While initially the market for financing third-party-owned systems was very narrow—sourcing financing from clean-power funds such as those established by Clean Power Finance, which has placed more than $1 billion in solar financing—the market for financing residential rooftop leases is growing at a steady clip and should continue to increase in 2015. Entrants into the financing market include Morgan Stanley, Goldman Sachs, US Bank, JP Morgan and Google, to name a few.
Moreover, it seems that all of the residential solar players are taking advantage of the available financing opportunities. Sunrun, the largest dedicated residential solar company in the U.S., along with Investec, recently announced the close of $195 million of senior credit facilities to support the growth of Sunrun's residential solar business. Presumably Sunrun will use this credit facility to assist in financing rooftop installations that arise out of its partnership with Sungevity. It appears that Sungevity will acquire customers and Sunrun will finance the rooftop installations and own the photovoltaic ("PV") system.

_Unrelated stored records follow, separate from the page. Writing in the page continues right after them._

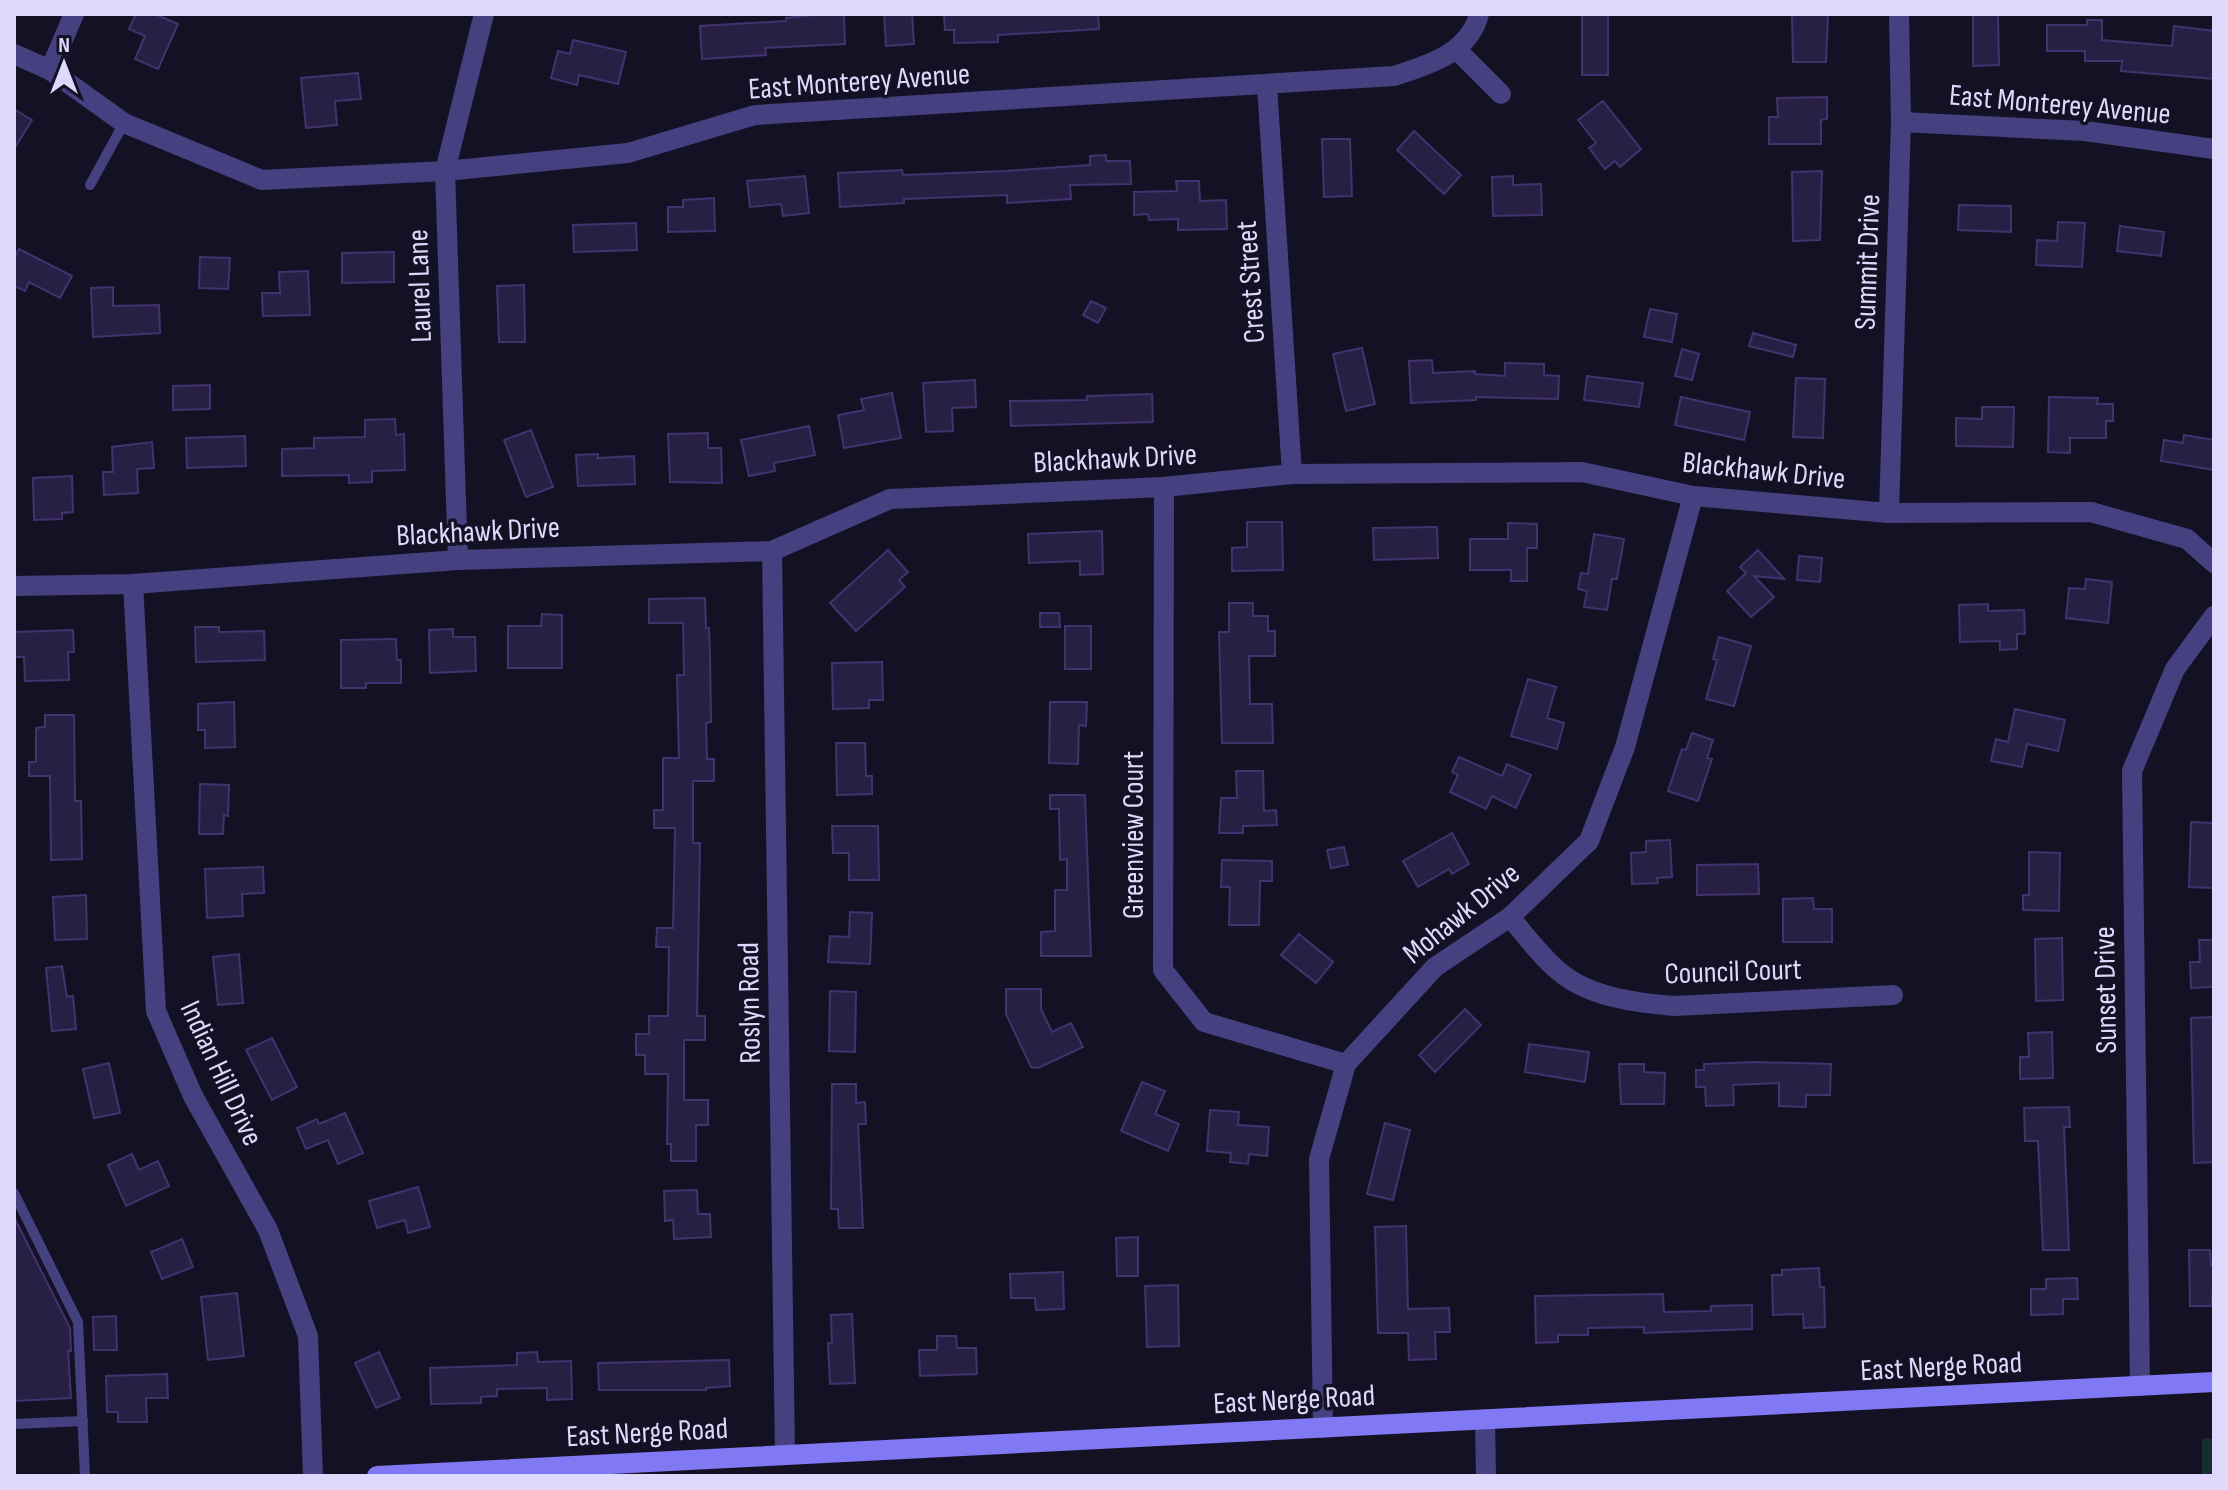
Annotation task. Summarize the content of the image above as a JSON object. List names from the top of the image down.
{
  "streets": {
    "main road": ["East Nerge Road"],
    "street": [
      "East Monterey Avenue",
      "Summit Drive",
      "Crest Street",
      "Laurel Lane",
      "Blackhawk Drive",
      "Greenview Court",
      "Mohawk Drive",
      "Council Court",
      "Sunset Drive",
      "Roslyn Road",
      "Indian Hill Drive"
    ]
  },
  "crossings": [
    ["East Monterey Avenue", "Summit Drive"],
    ["East Monterey Avenue", "Crest Street"],
    ["East Monterey Avenue", "Laurel Lane"],
    ["Summit Drive", "Blackhawk Drive"],
    ["Crest Street", "Blackhawk Drive"],
    ["Laurel Lane", "Blackhawk Drive"],
    ["Blackhawk Drive", "Greenview Court"],
    ["Blackhawk Drive", "Mohawk Drive"],
    ["Blackhawk Drive", "Roslyn Road"],
    ["Blackhawk Drive", "Indian Hill Drive"],
    ["Greenview Court", "Mohawk Drive"],
    ["Mohawk Drive", "Council Court"],
    ["Mohawk Drive", "East Nerge Road"],
    ["Sunset Drive", "East Nerge Road"],
    ["Roslyn Road", "East Nerge Road"]
  ],
  "north": "top"
}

NRG Energy, Inc., through its NRG Residential Solar Systems subsidiary, recently closed an up to $200 million financing with MySolar, funded by Morgan Stanley, where NRG will source customers, install, operate, and maintain leased residential systems, and then sell the systems to MySolar.
Finally, SolarCity, which owns one-third of the U.S. residential solar power market, recently launched its solar loan product, MyPower, which is designed to finance residential solar ownership directly with the homeowner.
Given the lowered costs of solar power, the increase in financing opportunities for residential solar power, and the continually evolving landscape of those financing options, we expect the use of residential solar power to continue to increase significantly through 2015. The real test will be how residential solar power installations (and the financing of those systems) are affected when the 30 percent investment tax credit on those systems expires at the end of 2016.
The Solar Energy Compensation Debate Continues in 2015
The ongoing advance of distributed photovoltaic ("PV") solar power generation in the U.S. continues to stoke debate regarding how residential PV customers should be compensated for feeding power back into the grid.
Historically, net energy metering ("NEM") was the rate structure pursuant to which such customers have been paid. In the 43 states with NEM rate designs, the energy produced by a customer's PV system each month, measured on a kilowatt hour ("kWh") basis, is subtracted from the energy consumed by the customer for that month, and then the customer in turn pays the utility for the net amount of power. If the amount of power generated by a customer for a given month exceeds the amount of power consumed then, depending on the jurisdiction, the customer receives for such excess power either a volumetric bill credit for energy use determined at the full retail rate, a cash payment determined at the full retail rate or, less commonly, a cash payment determined upon some lower "avoided cost" rate.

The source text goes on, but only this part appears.